Vereadores aprovam Decreto Legislativo para restabelecer insalubridade de servidores

Foram 13 votos a favor e 7 contra o Decreto Legislativo. Sessão foi marcada pela presença de centenas de servidores

O assunto mais discutido na pauta da Sessão Ordinária desta terça-feira (28) foi o Projeto de Decreto Legislativo 25/2017, para revogar os efeitos do decreto municipal que dispunha sobre a redução do percentual do adicional de insalubridade aos servidores públicos do município de Marabá até a realização de perícia como exigência legal.

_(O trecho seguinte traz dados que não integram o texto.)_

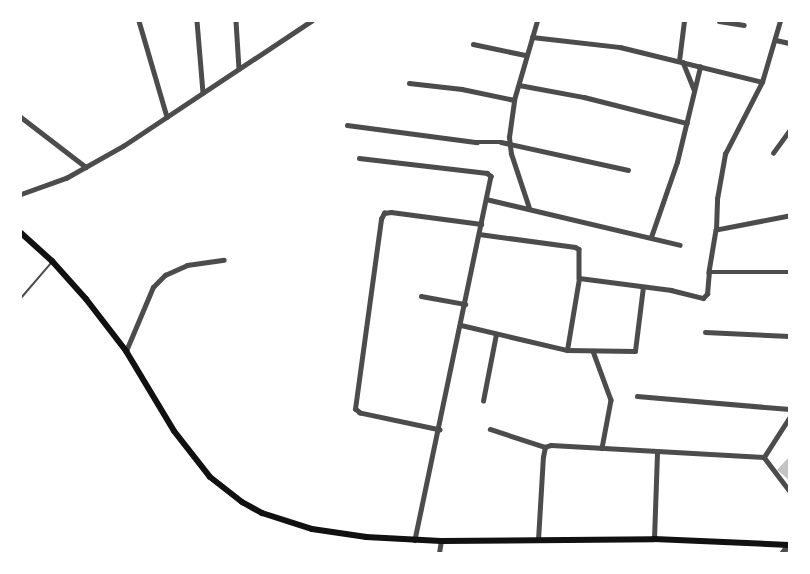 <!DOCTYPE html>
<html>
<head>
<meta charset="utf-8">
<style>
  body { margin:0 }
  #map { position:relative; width:810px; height:574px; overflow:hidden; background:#fff; font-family:Arial,sans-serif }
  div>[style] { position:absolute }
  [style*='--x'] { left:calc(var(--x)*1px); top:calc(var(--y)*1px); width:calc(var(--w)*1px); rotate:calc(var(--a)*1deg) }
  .building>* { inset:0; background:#c4c4c4 }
  .service>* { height:2px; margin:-1px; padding:0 1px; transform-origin:1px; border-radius:1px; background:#4c4c4c }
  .minor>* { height:4.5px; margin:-2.25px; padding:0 2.25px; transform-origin:2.25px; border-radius:2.25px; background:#4c4c4c }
  .tertiary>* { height:5.5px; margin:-2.75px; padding:0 2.75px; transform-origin:2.75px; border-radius:2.75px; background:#4c4c4c }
  .secondary>* { height:6px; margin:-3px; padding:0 3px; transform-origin:3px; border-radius:3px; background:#111 }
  span { translate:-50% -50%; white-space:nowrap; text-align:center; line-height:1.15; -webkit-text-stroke:5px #fff; paint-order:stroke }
  .frame { position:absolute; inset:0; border:22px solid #fff; pointer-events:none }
</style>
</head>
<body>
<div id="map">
  <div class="building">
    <div style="clip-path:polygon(789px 457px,789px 480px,777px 470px)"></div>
  </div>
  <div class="service">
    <div style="--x:21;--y:298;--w:46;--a:-49.4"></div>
  </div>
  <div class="minor">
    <div style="--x:139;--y:21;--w:100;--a:73.7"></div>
    <div style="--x:197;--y:21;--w:72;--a:85.2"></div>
    <div style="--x:236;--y:21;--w:48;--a:86.4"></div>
    <div style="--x:719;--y:21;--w:25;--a:9"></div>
    <div style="--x:532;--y:37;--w:89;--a:6.5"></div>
    <div style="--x:620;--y:47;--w:146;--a:13.8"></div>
    <div style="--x:776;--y:40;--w:13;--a:13"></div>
    <div style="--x:473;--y:44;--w:53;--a:11.9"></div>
    <div style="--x:679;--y:61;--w:40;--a:-82.9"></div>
    <div style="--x:683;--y:62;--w:29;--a:68"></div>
    <div style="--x:409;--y:83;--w:53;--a:6.5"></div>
    <div style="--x:462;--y:89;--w:53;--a:11.9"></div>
    <div style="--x:519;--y:85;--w:66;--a:10.5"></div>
    <div style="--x:584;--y:97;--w:106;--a:14.2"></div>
    <div style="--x:21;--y:117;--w:82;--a:37.6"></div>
    <div style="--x:347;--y:125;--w:131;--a:7.5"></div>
    <div style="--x:477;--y:142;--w:24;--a:0"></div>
    <div style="--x:501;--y:142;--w:130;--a:12.4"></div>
    <div style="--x:773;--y:153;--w:27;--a:-54"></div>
    <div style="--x:359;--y:158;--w:129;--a:6.7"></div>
    <div style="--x:487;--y:173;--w:5;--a:37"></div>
    <div style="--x:491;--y:176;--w:372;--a:101.8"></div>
    <div style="--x:21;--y:194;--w:48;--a:-19.6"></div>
    <div style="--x:66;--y:178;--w:65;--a:-29.3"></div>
    <div style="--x:123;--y:146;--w:226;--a:-33.6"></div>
    <div style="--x:486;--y:199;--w:199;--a:13.3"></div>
    <div style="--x:529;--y:208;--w:57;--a:-108.4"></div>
    <div style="--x:511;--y:154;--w:17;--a:-97"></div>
    <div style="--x:509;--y:137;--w:37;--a:-82"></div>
    <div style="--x:514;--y:100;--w:82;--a:-73.8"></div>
    <div style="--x:789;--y:216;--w:74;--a:169.1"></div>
    <div style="--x:716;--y:230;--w:43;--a:99.5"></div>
    <div style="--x:709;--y:272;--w:80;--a:0"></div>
    <div style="--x:716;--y:230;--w:31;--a:-88"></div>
    <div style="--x:717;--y:199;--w:46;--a:-79.9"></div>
    <div style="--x:725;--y:154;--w:81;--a:-62.8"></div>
    <div style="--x:762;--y:82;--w:64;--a:-73.6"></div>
    <div style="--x:479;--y:234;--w:97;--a:7.7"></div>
    <div style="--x:575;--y:247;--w:4;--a:27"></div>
    <div style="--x:579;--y:249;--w:29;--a:90"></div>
    <div style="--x:651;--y:237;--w:79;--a:-70.9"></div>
    <div style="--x:677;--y:162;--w:98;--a:-76.4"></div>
    <div style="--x:421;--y:296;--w:45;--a:10.3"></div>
    <div style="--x:461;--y:325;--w:109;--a:13.3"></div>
    <div style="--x:567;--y:350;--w:73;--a:-80.5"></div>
    <div style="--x:579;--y:278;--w:93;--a:7.4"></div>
    <div style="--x:671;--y:290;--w:33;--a:14"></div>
    <div style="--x:703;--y:298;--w:6;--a:-45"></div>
    <div style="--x:707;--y:294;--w:22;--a:-85"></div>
    <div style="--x:705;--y:332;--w:84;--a:2.7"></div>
    <div style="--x:567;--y:350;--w:68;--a:0.8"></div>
    <div style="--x:635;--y:351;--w:64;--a:-82.9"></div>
    <div style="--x:126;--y:351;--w:69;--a:-67.1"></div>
    <div style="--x:153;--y:287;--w:17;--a:-45"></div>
    <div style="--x:165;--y:275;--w:24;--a:-24"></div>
    <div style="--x:187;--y:265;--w:37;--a:-8"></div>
    <div style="--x:593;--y:351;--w:52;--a:69.8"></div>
    <div style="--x:611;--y:400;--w:49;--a:100.6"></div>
    <div style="--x:637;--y:396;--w:153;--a:4.9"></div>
    <div style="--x:483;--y:401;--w:68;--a:-79"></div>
    <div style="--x:490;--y:429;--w:58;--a:18.1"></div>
    <div style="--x:440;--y:430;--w:82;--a:-168"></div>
    <div style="--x:360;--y:413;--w:6;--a:-141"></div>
    <div style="--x:355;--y:409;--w:192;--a:-82.2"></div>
    <div style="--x:381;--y:219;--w:7;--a:-63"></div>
    <div style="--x:384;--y:213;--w:7;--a:-8"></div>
    <div style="--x:391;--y:212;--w:91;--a:7.6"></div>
    <div style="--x:764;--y:457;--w:46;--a:-57.3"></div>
    <div style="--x:654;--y:539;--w:86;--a:-88"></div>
    <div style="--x:538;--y:540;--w:83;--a:-86.6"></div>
    <div style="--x:543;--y:457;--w:10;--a:-79"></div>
    <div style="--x:545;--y:447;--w:6;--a:-18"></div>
    <div style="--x:551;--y:445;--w:213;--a:3.2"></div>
    <div style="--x:764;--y:457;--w:41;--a:52.9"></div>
    <div style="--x:439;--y:553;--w:12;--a:-81"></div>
  </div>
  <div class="tertiary">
    <div style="--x:783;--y:553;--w:10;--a:-53"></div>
  </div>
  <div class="secondary">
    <div style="--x:21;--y:233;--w:42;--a:42.1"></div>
    <div style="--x:52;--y:261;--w:51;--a:48.2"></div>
    <div style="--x:86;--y:299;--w:66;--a:52.4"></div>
    <div style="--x:126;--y:351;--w:93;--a:59"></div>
    <div style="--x:174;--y:431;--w:58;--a:52"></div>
    <div style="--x:210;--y:477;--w:41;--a:38"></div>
    <div style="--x:242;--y:502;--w:23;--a:29"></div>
    <div style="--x:262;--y:513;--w:52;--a:17.7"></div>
    <div style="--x:312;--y:529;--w:55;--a:8.4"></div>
    <div style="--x:366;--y:537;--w:75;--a:3.1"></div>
    <div style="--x:441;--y:541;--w:213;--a:-0.5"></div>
    <div style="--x:654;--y:539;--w:135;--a:2.5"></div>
  </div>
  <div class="frame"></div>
</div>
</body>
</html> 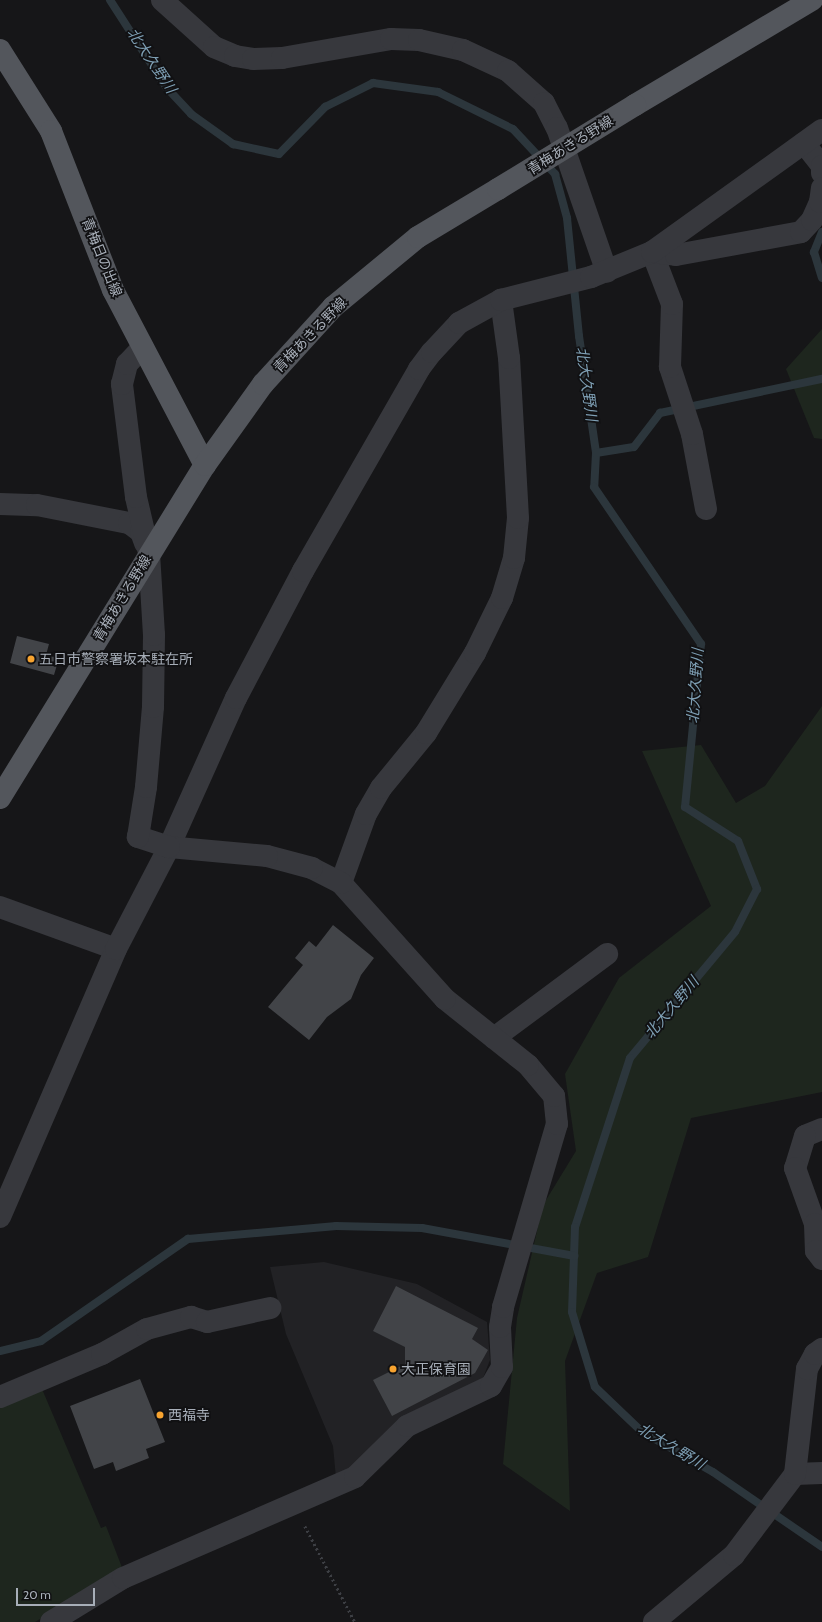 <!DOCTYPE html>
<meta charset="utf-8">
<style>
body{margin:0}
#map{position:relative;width:822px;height:1622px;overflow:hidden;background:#161618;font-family:Cabin,"Noto Sans JP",sans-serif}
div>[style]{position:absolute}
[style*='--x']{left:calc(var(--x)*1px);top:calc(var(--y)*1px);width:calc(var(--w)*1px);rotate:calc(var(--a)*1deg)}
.built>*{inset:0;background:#222225}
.green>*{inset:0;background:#1e261e}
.stream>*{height:8px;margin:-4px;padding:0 4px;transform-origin:4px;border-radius:4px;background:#2c363c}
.building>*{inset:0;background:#424448}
.path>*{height:2.5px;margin-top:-1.25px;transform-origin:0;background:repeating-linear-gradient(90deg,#3d3f44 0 2px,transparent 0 5px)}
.minor>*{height:22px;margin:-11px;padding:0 11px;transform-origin:11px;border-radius:11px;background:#37383d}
.major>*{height:22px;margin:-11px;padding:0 11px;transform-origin:11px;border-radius:11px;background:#53565c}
.major-bridge>*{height:22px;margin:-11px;padding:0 11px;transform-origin:11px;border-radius:11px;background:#53565c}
.dots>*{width:11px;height:11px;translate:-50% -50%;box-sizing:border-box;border:2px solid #111113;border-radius:50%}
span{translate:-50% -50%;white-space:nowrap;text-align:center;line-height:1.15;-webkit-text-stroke:3.5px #111113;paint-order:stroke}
.street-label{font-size:14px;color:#a7aeb8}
.poi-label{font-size:14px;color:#a7aeb8}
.left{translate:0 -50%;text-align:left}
.water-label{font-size:15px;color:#7e9fb4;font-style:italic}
.scale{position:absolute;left:16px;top:1588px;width:79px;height:18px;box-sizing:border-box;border:2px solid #a7aeb8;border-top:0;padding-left:5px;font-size:12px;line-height:14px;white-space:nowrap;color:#a7aeb8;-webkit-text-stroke:3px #111113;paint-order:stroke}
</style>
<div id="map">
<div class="built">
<i style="clip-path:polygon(324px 1262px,417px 1284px,487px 1322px,490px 1360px,483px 1378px,352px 1472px,336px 1478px,333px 1446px,286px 1334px,270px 1267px)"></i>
</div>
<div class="green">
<i style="clip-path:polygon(822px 329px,822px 439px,814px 438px,786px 369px)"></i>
<i style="clip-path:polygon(822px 706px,822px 1092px,691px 1118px,648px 1257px,597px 1273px,565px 1361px,570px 1511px,503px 1464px,517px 1318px,543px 1205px,576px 1151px,565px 1074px,619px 978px,711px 906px,642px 751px,701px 745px,736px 803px,765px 786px)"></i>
<i style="clip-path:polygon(42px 1389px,101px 1528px,106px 1526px,123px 1570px,35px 1622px,0 1622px,0 1404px)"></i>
</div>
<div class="stream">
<i style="--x:110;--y:0;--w:103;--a:57.2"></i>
<i style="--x:166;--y:87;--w:37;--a:47"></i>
<i style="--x:191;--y:114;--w:52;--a:35.5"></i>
<i style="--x:233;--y:144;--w:47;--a:12.3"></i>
<i style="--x:279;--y:154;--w:66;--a:-45.6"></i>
<i style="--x:325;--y:107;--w:54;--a:-26.6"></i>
<i style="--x:373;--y:83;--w:66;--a:7.9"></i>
<i style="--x:438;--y:92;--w:84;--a:26.3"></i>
<i style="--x:513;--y:129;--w:62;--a:47"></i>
<i style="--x:555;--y:174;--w:46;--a:74.7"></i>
<i style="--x:567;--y:218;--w:119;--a:84.2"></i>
<i style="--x:579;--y:336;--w:118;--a:81.7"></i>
<i style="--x:596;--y:453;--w:34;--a:93"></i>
<i style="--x:594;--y:487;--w:190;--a:55.7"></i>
<i style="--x:701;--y:644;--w:164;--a:95.6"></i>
<i style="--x:685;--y:807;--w:63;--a:32.7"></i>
<i style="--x:738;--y:841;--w:52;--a:68.4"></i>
<i style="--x:757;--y:889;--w:48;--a:117.1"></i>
<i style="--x:735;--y:932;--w:164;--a:129.8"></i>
<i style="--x:630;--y:1058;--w:178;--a:108"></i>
<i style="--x:575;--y:1227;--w:85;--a:92"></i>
<i style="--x:572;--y:1312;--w:78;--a:73"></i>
<i style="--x:595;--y:1387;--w:64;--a:43.7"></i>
<i style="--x:641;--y:1431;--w:83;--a:29.7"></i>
<i style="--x:713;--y:1472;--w:132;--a:34.5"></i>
<i style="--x:822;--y:232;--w:22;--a:112"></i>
<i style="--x:814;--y:252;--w:27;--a:73"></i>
<i style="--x:596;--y:453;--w:38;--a:-9"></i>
<i style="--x:634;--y:447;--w:43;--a:-52.6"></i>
<i style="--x:660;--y:413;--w:166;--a:-11.9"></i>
<i style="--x:0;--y:1351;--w:42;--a:-13.7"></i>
<i style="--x:41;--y:1341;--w:179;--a:-34.8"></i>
<i style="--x:188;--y:1239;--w:149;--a:-5"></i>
<i style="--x:336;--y:1226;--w:86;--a:1.3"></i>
<i style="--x:422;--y:1228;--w:155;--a:10.4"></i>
</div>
<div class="building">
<i style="clip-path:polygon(17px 636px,49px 644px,46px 655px,59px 658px,54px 675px,10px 663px)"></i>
<i style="clip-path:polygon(333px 925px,374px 958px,361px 975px,351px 999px,327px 1017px,309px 1040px,268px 1007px,303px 965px,295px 958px,309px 941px,316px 947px)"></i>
<i style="clip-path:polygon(396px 1286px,478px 1328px,472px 1339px,488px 1350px,475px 1373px,392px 1416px,373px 1380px,405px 1364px,405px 1347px,373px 1331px)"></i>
<i style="clip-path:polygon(140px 1379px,165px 1442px,146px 1449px,149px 1458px,116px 1471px,113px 1462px,94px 1469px,70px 1406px)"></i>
</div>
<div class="path">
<i style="--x:305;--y:1526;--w:108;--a:62.5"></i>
</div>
<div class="minor">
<i style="--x:162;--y:0;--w:70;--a:42.1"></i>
<i style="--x:214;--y:47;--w:23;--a:23"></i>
<i style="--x:235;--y:56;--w:18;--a:9"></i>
<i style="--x:253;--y:59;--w:29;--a:-2"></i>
<i style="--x:282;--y:58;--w:111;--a:-9.9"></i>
<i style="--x:391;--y:39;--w:28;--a:2"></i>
<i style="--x:419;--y:40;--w:45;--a:12.8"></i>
<i style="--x:463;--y:50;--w:50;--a:25"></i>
<i style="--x:508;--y:71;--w:48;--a:41.6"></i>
<i style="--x:544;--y:103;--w:28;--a:63"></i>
<i style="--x:557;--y:128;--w:152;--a:70.9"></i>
<i style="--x:804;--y:143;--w:29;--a:52"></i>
<i style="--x:822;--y:166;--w:7;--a:90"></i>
<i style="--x:0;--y:504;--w:37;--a:2"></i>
<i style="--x:37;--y:505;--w:94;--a:11.1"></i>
<i style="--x:129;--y:523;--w:15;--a:37"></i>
<i style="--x:141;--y:532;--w:12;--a:70"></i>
<i style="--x:706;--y:509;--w:76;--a:-100.6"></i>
<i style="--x:692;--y:434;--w:71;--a:-108.2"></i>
<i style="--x:670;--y:367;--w:63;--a:-88.2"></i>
<i style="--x:672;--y:304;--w:56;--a:-111"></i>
<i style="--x:652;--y:252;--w:24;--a:7"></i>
<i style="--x:676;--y:255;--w:127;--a:-10.4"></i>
<i style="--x:801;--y:232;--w:16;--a:-47"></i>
<i style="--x:812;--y:220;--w:20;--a:-66"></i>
<i style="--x:820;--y:202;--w:14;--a:-82"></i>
<i style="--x:341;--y:883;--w:73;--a:-70.1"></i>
<i style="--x:366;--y:814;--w:30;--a:-60"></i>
<i style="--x:381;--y:788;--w:71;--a:-50.7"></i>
<i style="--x:426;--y:733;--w:94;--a:-58.5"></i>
<i style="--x:475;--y:653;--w:61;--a:-63.9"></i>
<i style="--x:502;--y:598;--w:42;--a:-73.3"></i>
<i style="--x:514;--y:558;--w:40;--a:-84.3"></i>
<i style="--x:518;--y:518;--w:160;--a:-93.2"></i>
<i style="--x:509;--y:358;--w:59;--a:-97.9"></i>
<i style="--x:0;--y:907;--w:123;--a:19.9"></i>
<i style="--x:494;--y:1038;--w:141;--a:-36.6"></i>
<i style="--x:822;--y:1129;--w:18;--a:158"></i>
<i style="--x:805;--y:1136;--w:34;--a:107"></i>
<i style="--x:795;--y:1168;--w:59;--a:70.3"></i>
<i style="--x:815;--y:1224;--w:27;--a:88"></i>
<i style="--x:816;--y:1251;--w:10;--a:53"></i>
<i style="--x:0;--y:1217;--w:292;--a:-66.6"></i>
<i style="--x:116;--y:949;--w:115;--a:-62.5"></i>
<i style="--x:169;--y:847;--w:163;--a:-65.8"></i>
<i style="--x:236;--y:698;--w:144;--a:-62.2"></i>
<i style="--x:303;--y:571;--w:233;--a:-60.1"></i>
<i style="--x:419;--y:369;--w:21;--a:-53"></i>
<i style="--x:432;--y:352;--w:40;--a:-47"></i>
<i style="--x:459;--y:323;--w:48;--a:-28.7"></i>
<i style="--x:501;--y:300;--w:93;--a:-14.3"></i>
<i style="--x:591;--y:277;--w:66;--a:-22.3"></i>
<i style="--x:652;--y:252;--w:209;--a:-35.7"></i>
<i style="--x:0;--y:1397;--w:111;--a:-22.9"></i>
<i style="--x:102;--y:1354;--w:51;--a:-29.1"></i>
<i style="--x:147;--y:1329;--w:46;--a:-15.3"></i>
<i style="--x:191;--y:1317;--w:17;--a:17"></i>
<i style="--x:207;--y:1322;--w:65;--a:-12.5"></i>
<i style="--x:795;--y:1474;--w:27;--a:-2"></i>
<i style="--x:51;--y:1622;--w:84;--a:-31.4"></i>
<i style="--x:123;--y:1578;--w:253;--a:-23.5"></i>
<i style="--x:355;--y:1477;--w:73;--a:-44.4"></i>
<i style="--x:407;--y:1426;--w:93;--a:-25.5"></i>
<i style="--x:491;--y:1386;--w:22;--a:-60"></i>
<i style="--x:502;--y:1367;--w:40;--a:-92.9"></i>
<i style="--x:500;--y:1327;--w:20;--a:-81"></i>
<i style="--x:503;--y:1307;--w:191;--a:-73.6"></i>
<i style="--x:557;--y:1124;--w:28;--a:-96"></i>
<i style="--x:554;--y:1096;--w:40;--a:-130"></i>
<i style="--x:528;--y:1065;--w:106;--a:-141.5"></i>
<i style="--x:445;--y:999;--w:156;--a:-131.9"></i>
<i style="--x:341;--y:883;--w:33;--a:-153"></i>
<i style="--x:312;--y:868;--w:47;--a:-165.1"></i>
<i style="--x:267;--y:856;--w:98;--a:-174.8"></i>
<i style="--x:169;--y:847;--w:33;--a:-162"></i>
<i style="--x:138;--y:837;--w:51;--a:-80.9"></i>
<i style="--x:146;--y:787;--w:80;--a:-85"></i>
<i style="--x:153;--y:707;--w:72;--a:-89.2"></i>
<i style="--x:154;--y:635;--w:82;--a:-93.5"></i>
<i style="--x:149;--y:553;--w:57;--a:-103.1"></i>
<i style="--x:136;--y:497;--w:114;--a:-97.1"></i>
<i style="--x:122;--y:384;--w:21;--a:-76"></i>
<i style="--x:127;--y:364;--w:23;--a:-47"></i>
<i style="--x:654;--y:1622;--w:104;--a:-39.9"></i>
<i style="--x:734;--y:1555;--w:101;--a:-53"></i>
<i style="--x:795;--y:1474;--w:106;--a:-83.5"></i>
<i style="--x:807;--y:1369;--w:17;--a:-62"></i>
<i style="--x:815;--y:1354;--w:9;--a:-36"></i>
</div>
<div class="major">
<i style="--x:0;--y:50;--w:96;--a:57.8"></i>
<i style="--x:51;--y:131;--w:171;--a:68.7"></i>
<i style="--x:113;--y:290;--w:198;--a:62.3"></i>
<i style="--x:635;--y:105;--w:206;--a:-30.7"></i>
<i style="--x:0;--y:798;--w:391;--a:-58.4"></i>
<i style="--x:205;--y:465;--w:100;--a:-54.4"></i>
<i style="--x:263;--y:384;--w:104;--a:-47.7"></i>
<i style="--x:333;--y:307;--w:110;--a:-39.5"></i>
<i style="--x:418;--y:237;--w:93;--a:-31"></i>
</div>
<div class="major-bridge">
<i style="--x:498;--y:189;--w:161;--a:-31.5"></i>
</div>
<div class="dots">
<i style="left:31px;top:659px;background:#f7a32f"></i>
<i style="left:393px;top:1369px;background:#f7a32f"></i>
<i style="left:160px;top:1415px;background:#f7a32f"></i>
</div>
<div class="street-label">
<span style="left:570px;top:145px;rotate:-32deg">青梅あきる野線</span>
<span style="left:102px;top:257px;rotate:68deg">青梅日の出線</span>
<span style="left:310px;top:335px;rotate:-46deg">青梅あきる野線</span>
<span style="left:122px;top:598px;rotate:-59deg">青梅あきる野線</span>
</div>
<div class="poi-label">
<span class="left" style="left:39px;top:659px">五日市警察署坂本駐在所</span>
<span class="left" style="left:401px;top:1369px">大正保育園</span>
<span class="left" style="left:168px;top:1415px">西福寺</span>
</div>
<div class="water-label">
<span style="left:151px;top:61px;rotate:56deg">北大久野川</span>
<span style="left:586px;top:384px;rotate:82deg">北大久野川</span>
<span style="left:696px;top:686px;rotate:-86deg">北大久野川</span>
<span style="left:672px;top:1008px;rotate:-50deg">北大久野川</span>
<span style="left:671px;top:1447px;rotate:31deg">北大久野川</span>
</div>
<div class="scale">20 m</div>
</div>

A maioria dos vereadores deles votou “sim” ao Projeto de Decreto Legislativo 25/2017, de autoria do vereador Ilker Moraes. O texto obteve pareceres favoráveis das comissões de Finanças e Orçamento e de Administração, Serviços, Segurança Pública e Seguridade Social.

O prefeito municipal, Sebastião Miranda Filho, esteve na sessão e discursou de forma firme e defendeu que reformas são importantes para que o País volte a crescer. Lembrou ter organizado as contas da Prefeitura Municipal e prometeu que no próximo dia 31 fará licitação para realização de novos laudos que definirão quem terá direito a receber retroativo do recurso de insalubridade.

“Não posso dar aumento se não tenho recurso. A justiça reconheceu que precisa ter um novo laudo pericial. Temos de ter responsabilidade com os recursos públicos, tenho limite para gastar com salário, como manda a Lei de Responsabilidade Fiscal”, declarou.

O autor do projeto que sustou o decreto, Ilker Moraes, afirmou que os servidores e a Casa de Leis aguardam desde 2017 o laudo pericial, mas não dá para esperar mais meses para que isso seja feito, enquanto os servidores deixam de receber a porcentagem. Avaliou que o Parlamento foi traído pelo Executivo naquele ano e que agora era hora de voltar a pagar o que se havia conquistado.

“O Parlamento mostra que os direitos dos trabalhadores têm de ser preservados. A discussão não termina aqui. Essa votação precisaria ter unanimidade. Voltem a pagar e que a empresa seja contratada para realizar o estudo. Sabemos que alguns vão perder um pouco, outros ganhar mais”, disse.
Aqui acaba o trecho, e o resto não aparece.